### [HOW TO COMPLETE THIS TASK]
Return only those lines of the listing that hold the word "minor".

^^^^^^^^^^^^^^^^

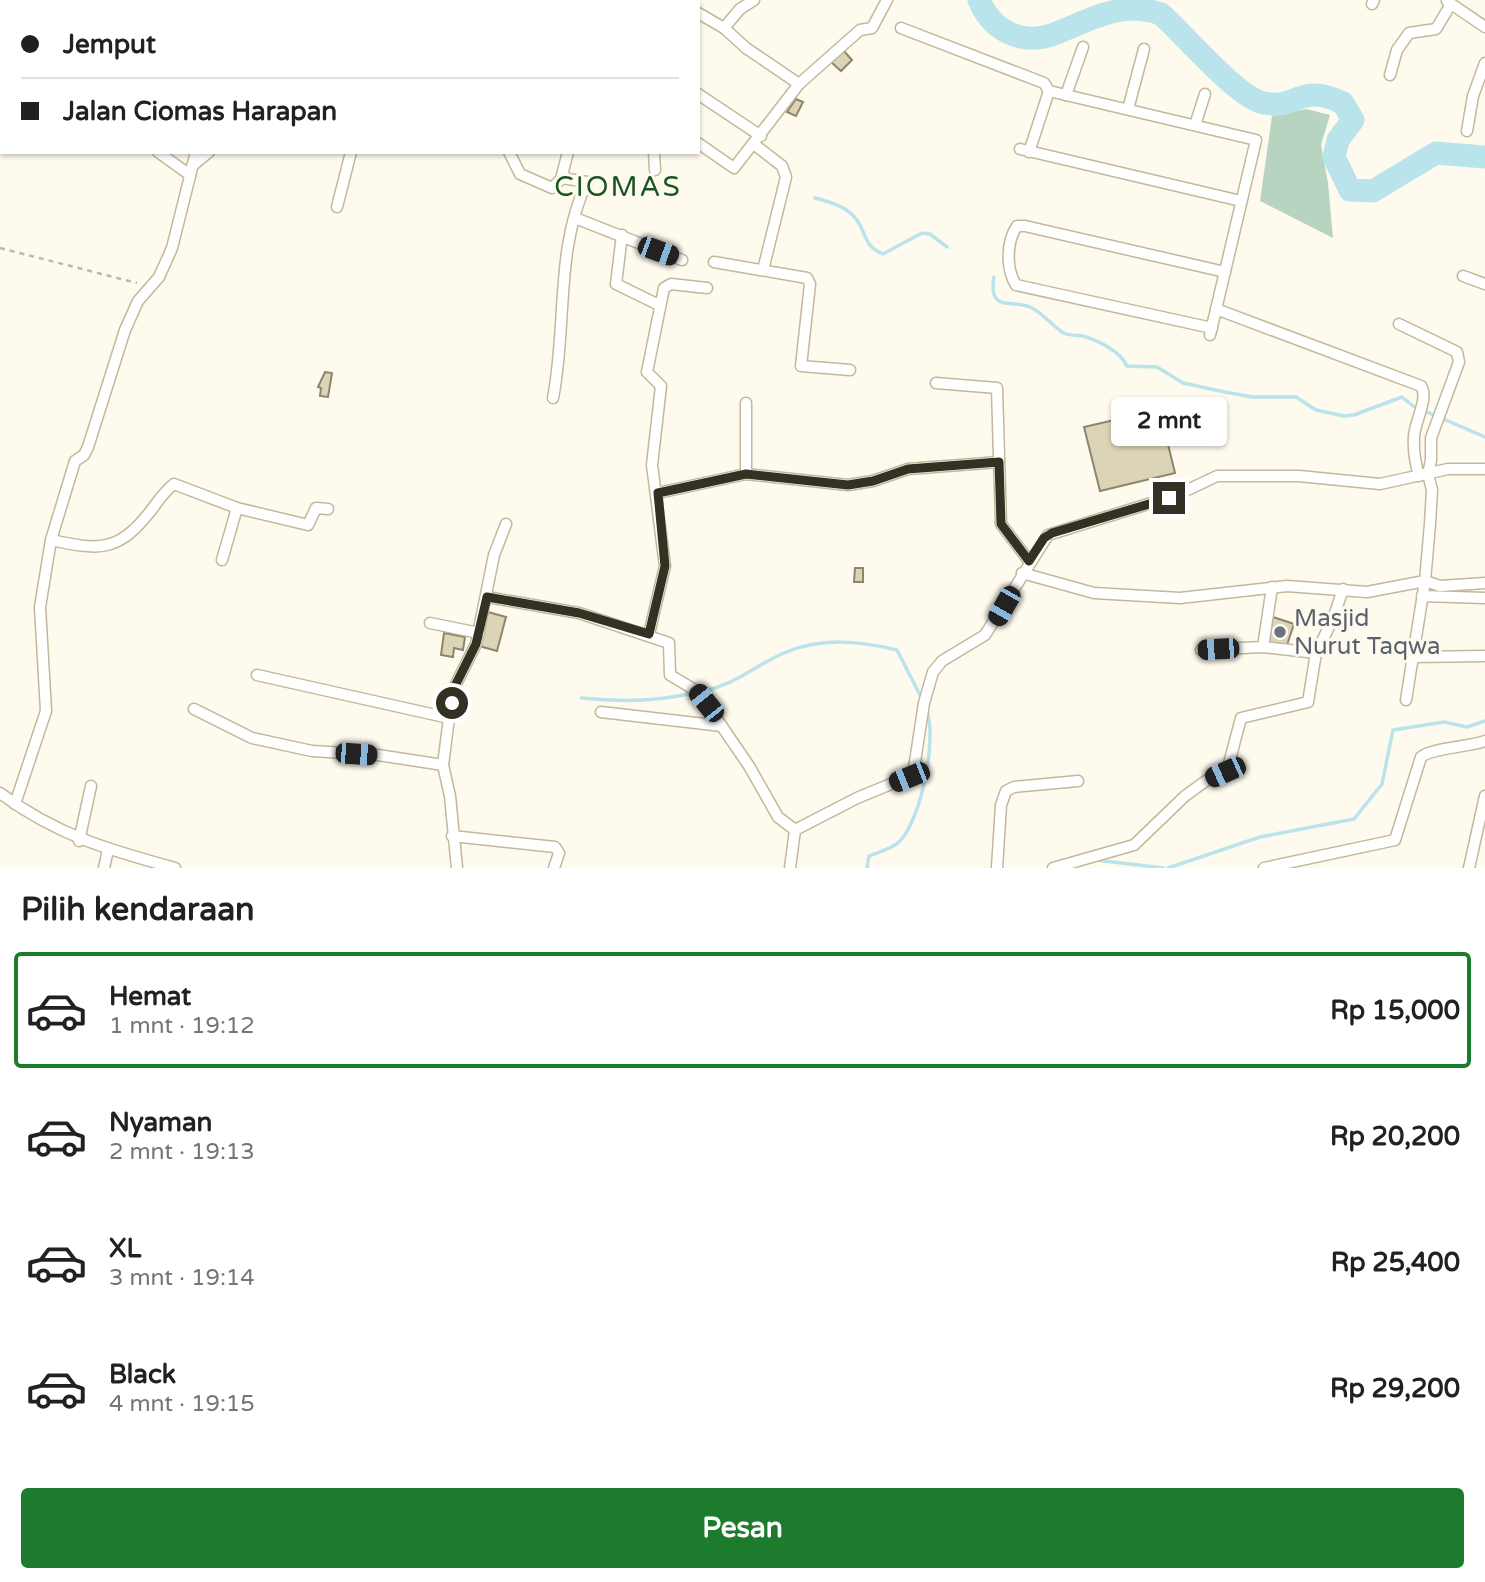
<!DOCTYPE html>
<html lang="id">
<head>
<meta charset="utf-8">
<style>
  :root { --surface:#fff; --page:#f6f6f6; --text:#202124; --muted:#757577; --line:#e0e0e0; --accent:#1c7b2c }
  body { margin:0; font-family:"Varela Round",sans-serif; background:var(--page); color:var(--text); height:100vh; display:flex; flex-direction:column; font-size:26px; white-space:nowrap }
  * { box-sizing:border-box; margin:0 }
  p { font-size:23px; color:var(--muted) }
  .icon { flex:none; width:38px; height:38px; fill:none; stroke:currentColor; stroke-width:2; stroke-linecap:round; stroke-linejoin:round }
  .map { position:relative; height:868px; overflow:hidden }
  .side { display:flex; flex-direction:column; background:var(--surface); flex:1 }
  .side>* { flex:none }
  .hud { position:absolute; left:0px; top:0px; width:700px; height:154px; box-shadow:0 2px 5px #0004; display:grid; align-content:center; height:154px; padding:0 21px; background:var(--surface) }
  .end { position:absolute; width:32px; height:32px; margin:-16px; border:9px solid #333024; background:#fff; box-shadow:0 0 0 4px #fff }
  .from { border-radius:50% }
  .bubble { position:absolute; height:49px; border-radius:7px; background:var(--surface); box-shadow:0 2px 5px #0004; font-size:23px; font-weight:800; line-height:49px; text-align:center }
  .car { position:absolute; width:21px; height:42px; margin:-21px -10px; border-radius:9px; box-shadow:0 0 5px 2px #0007; background:linear-gradient(#222 24%,#8ab4d8 0 40%,#222 0 76%,#8ab4d8 0 86%,#222 0) }
  .hud b { display:flex; align-items:center; gap:24px; height:66px; font-size:26px }
  .hud b+b { border-top:2px solid var(--line) }
  .hud i { width:18px; height:18px; background:var(--text) }
  ul { padding:0; list-style:none }
  li { display:flex; align-items:center; gap:21px; height:116px; margin:0 14px 10px; padding:0 7px; border:4px solid transparent; border-radius:7px }
  li div { flex:1 }
  li b { display:block; font-size:26px }
  li em { font-style:normal; font-weight:800 }
  li.active { border-color:var(--accent) }
  li>.icon { width:63px; height:63px; stroke-width:1.5 }
  h2 { padding:0 21px; font-size:32px; line-height:84px }
  .cta { display:flex; gap:14px; margin-top:auto; padding:14px 21px }
  .cta a { flex:1; height:80px; border-radius:7px; background:var(--accent); color:#fff; font-size:28px; font-weight:800; line-height:80px; text-align:center }
  .map>svg:first-child { display:block }
  .green { fill:#b6d4bf }
  .lines { fill:none; stroke-linecap:round; stroke-linejoin:round }
  .stream { stroke:#b9e4eb; stroke-width:3.5 }
  .river { stroke:#b9e4eb; stroke-width:23 }
  .building { fill:#dcd4b7; stroke:#8e866b; stroke-width:2 }
  .minor-casing { stroke:#c1b99c; stroke-width:13 }
  .path { stroke:#bcb8ac; stroke-width:2.5; stroke-dasharray:5 5; stroke-linecap:butt }
  .minor { stroke:#fff; stroke-width:10 }
  .route { stroke:#333024; stroke-width:9 }
  .worship-dot { fill:#6b7280; stroke:#fefaee; stroke-width:2.5 }
  .labels { text-anchor:middle; dominant-baseline:central; stroke-width:6; stroke-linejoin:round; paint-order:stroke }
  .worship-label { font-size:24px; fill:#5b616d; stroke:#fefaee; text-anchor:start }
  .quarter-label { font-size:28px; letter-spacing:2px; fill:#1a5422; stroke:#fefaee }
</style>
</head>
<body>
<div class="map">
<svg width="1485" height="868" viewBox="0 0 1485 868">
  <rect width="100%" height="100%" fill="#fefaee"/>
  <polygon class="green" points="1306,109 1330,115 1321,145 1328,183 1333,238 1260,201 1272,116"/>
  <g class="lines">
    <g class="stream">
      <path d="M815 198C830 202 846 206 856 219 867 233 863 246 883 254L922 233 930 234 947 247"/>
      <path d="M994 277C988 314 1012 298 1032 308 1043 314 1052 325 1062 332 1067 336 1076 335 1083 336 1099 341 1120 351 1127 366L1157 367 1183 383 1225 392 1252 397H1296L1316 410 1344 416 1354 415 1402 397 1413 406 1485 437"/>
      <path d="M701 692C739 683 752 667 784 653 821 637 859 641 897 650L923 701"/>
      <path d="M581 698C619 702 656 702 693 693"/>
      <polyline points="1096,860 1163,868"/>
      <path d="M867 868 869 856C878 852 892 849 899 842 921 820 937 741 927 711"/>
      <polyline points="1168,868 1260,837 1354,819 1382,784 1393,730 1444,722 1467,727 1485,721"/>
    </g>
    <path class="river" d="M979 0C992 31 1022 46 1054 34 1091 20 1120 0 1161 14 1184 34 1237 98 1264 103 1298 110 1299 82 1343 103L1353 120 1338 140 1334 157 1350 190 1373 191 1436 153 1485 157"/>
  </g>
  <g class="building">
    <polygon points="843,50 852,60 841,71 831,62"/>
    <polygon points="796,99 803,102 796,116 787,112"/>
    <polygon points="325,372 332,373 328,397 320,396 321,388 318,387"/>
    <polygon points="1157,399 1175,473 1100,491 1084,427 1123,418"/>
    <polygon points="855,568 863,568 863,582 854,582"/>
    <polygon points="488,612 506,617 497,651 479,646"/>
    <polygon points="1273,617 1294,624 1286,648 1265,641"/>
    <polygon points="444,633 465,637 463,650 454,648 453,657 441,655"/>
  </g>
  <g class="lines">
    <defs>
      <g id="minor">
        <polyline points="176,0 177,2"/>
        <polyline points="343,0 354,2"/>
        <polyline points="659,0 659,2"/>
        <polyline points="1447,1 1485,27"/>
        <polyline points="311,2 325,0"/>
        <polyline points="594,2 595,0"/>
        <polyline points="1372,4 1374,0"/>
        <polyline points="698,13 724,28 746,48 799,84 734,168 698,143"/>
        <polyline points="724,28 740,9 754,0"/>
        <polyline points="901,28 1044,83 1049,91 1256,140 1210,335"/>
        <polyline points="1390,75 1397,50 1409,33 1436,29 1451,4"/>
        <polyline points="799,84 860,30 872,28 887,0"/>
        <polyline points="698,94 761,136"/>
        <polyline points="1066,95 1083,47"/>
        <polyline points="1128,109 1144,49"/>
        <polyline points="1195,125 1205,94"/>
        <polyline points="1467,131 1473,96 1485,63"/>
        <polyline points="755,145 782,166 786,177 763,270"/>
        <polyline points="1020,149 1241,201"/>
        <polyline points="158,152 190,175"/>
        <path d="M509 152 520 174 552 188 562 178 587 182C555 248 567 328 553 398"/>
        <polyline points="654,152 655,170"/>
        <polyline points="1029,152 1049,91"/>
        <polyline points="192,166 209,152"/>
        <polyline points="561,179 568,152"/>
        <polyline points="337,207 351,152"/>
        <polyline points="575,218 682,260"/>
        <polyline points="622,235 616,284 659,305"/>
        <polyline points="714,262 807,278 810,284 801,366 850,370"/>
        <polyline points="1463,276 1485,284"/>
        <path d="M1216 309 1421 386C1429 398 1415 421 1414 436 1413 450 1415 462 1419 476"/>
        <polyline points="1399,324 1457,352 1459,362 1431,438 1431,460 1428,474 1432,490 1430,524 1425,581 1406,700"/>
        <path d="M1212 328 1016 285C1006 269 1006 242 1017 226H1025L1225 272"/>
        <polyline points="936,383 997,388 1001,524 1029,561"/>
        <polyline points="746,474 746,403"/>
        <polyline points="658,493 746,474 848,485 873,481 908,469 999,462"/>
        <path d="M51 540C98 550 117 553 149 513 157 503 164 491 174 484L237 508 308 525 316 508 328 509"/>
        <polyline points="222,560 237,508"/>
        <polyline points="1022,573 1094,593 1180,598 1287,586 1367,592 1425,581 1440,586 1485,583"/>
        <polyline points="1422,596 1485,598"/>
        <polyline points="487,597 579,613 669,643 670,675 695,690 706,703 749,766 778,817 795,830"/>
        <polyline points="430,623 479,633"/>
        <polyline points="649,634 665,566 652,465 661,386 647,372 664,288 671,284 707,288"/>
        <polyline points="1263,647 1272,587"/>
        <polyline points="1201,650 1263,647 1316,653"/>
        <polyline points="1412,657 1485,656"/>
        <polyline points="257,675 449,718"/>
        <polyline points="194,709 252,738 312,751 378,755 443,765"/>
        <polyline points="601,712 722,726"/>
        <path d="M0 793C56 835 109 850 175 868"/>
        <polyline points="15,804 46,711 40,607 51,540 75,461 84,455 88,447 125,330 138,301 159,277 172,248 196,152"/>
        <polyline points="452,836 555,847 559,853 554,868"/>
        <polyline points="79,841 91,786"/>
        <polyline points="104,868 108,850"/>
        <polyline points="457,868 450,796 443,765 449,718 456,684 476,644 494,555 506,524"/>
        <polyline points="790,868 795,830 857,798 913,775 924,703 933,672 942,661 985,635 1048,535 1177,495 1217,476 1299,476 1380,484 1448,469 1485,469"/>
        <polyline points="997,868 1001,805 1006,791 1014,787 1078,781"/>
        <polyline points="1053,868 1134,845 1185,796 1207,780 1227,771 1241,718 1308,702 1316,653 1333,619 1343,589"/>
        <path d="M1264 868 1395 840 1421 757C1431 748 1469 747 1485 741"/>
        <polyline points="1469,868 1485,796"/>
      </g>
    </defs>
    <use href="#minor" class="minor-casing"/>
    <polyline class="path" points="0,248 137,283"/>
    <use href="#minor" class="minor"/>
  </g>
  <g class="lines">
    <polyline class="route" points="452,703 456,684 476,644 487,597 579,613 649,634 665,566 658,493 746,474 848,485 873,481 908,469 999,462 1001,524 1029,561 1044,538 1052,533 1169,498"/>
  </g>
  <circle class="worship-dot" cx="1280" cy="632" r="7"/>
  <g class="labels">
    <g class="worship-label">
      <text x="1294" y="618">Masjid<tspan x="1294" dy="28">Nurut Taqwa</tspan></text>
    </g>
    <g class="quarter-label">
      <text x="618" y="187">CIOMAS</text>
    </g>
  </g>
</svg>
<i class="end from" style="left:452px;top:703px"></i>
<i class="end" style="left:1169px;top:498px"></i>
<div class="bubble" style="left:1111px;top:397px;width:116px">2 mnt</div>
<i class="car" style="left:658px;top:251px;rotate:110deg"></i>
<i class="car" style="left:1004px;top:606px;rotate:210deg"></i>
<i class="car" style="left:1218px;top:649px;rotate:267deg"></i>
<i class="car" style="left:706px;top:703px;rotate:321deg"></i>
<i class="car" style="left:356px;top:754px;rotate:94deg"></i>
<i class="car" style="left:1225px;top:772px;rotate:246deg"></i>
<i class="car" style="left:909px;top:777px;rotate:248deg"></i>
<div class="hud">
<b><i class="from"></i>Jemput</b>
<b><i></i>Jalan Ciomas Harapan</b>
</div>
</div>
<section class="side">
<h2>Pilih kendaraan</h2>
<ul>
<li class="active"><svg class="icon" aria-label="car" viewBox="0 0 24 24"><path d="M5 17H2v-5l4-1 3-4h7l3 4 3 1v5h-3M9 17h6M6 11h13"/><circle cx="7" cy="17" r="2"/><circle cx="17" cy="17" r="2"/></svg><div><b>Hemat</b><p>1 mnt · 19:12</p></div><em>Rp 15,000</em></li>
<li><svg class="icon" aria-label="car" viewBox="0 0 24 24"><path d="M5 17H2v-5l4-1 3-4h7l3 4 3 1v5h-3M9 17h6M6 11h13"/><circle cx="7" cy="17" r="2"/><circle cx="17" cy="17" r="2"/></svg><div><b>Nyaman</b><p>2 mnt · 19:13</p></div><em>Rp 20,200</em></li>
<li><svg class="icon" aria-label="car" viewBox="0 0 24 24"><path d="M5 17H2v-5l4-1 3-4h7l3 4 3 1v5h-3M9 17h6M6 11h13"/><circle cx="7" cy="17" r="2"/><circle cx="17" cy="17" r="2"/></svg><div><b>XL</b><p>3 mnt · 19:14</p></div><em>Rp 25,400</em></li>
<li><svg class="icon" aria-label="car" viewBox="0 0 24 24"><path d="M5 17H2v-5l4-1 3-4h7l3 4 3 1v5h-3M9 17h6M6 11h13"/><circle cx="7" cy="17" r="2"/><circle cx="17" cy="17" r="2"/></svg><div><b>Black</b><p>4 mnt · 19:15</p></div><em>Rp 29,200</em></li>
</ul>
<div class="cta"><a>Pesan</a></div>
</section>
</body>
</html>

^^^^^^^^^^^^^^^^

### [TASK ANSWER]
  .minor-casing { stroke:#c1b99c; stroke-width:13 }
  .minor { stroke:#fff; stroke-width:10 }
      <g id="minor">
    <use href="#minor" class="minor-casing"/>
    <use href="#minor" class="minor"/>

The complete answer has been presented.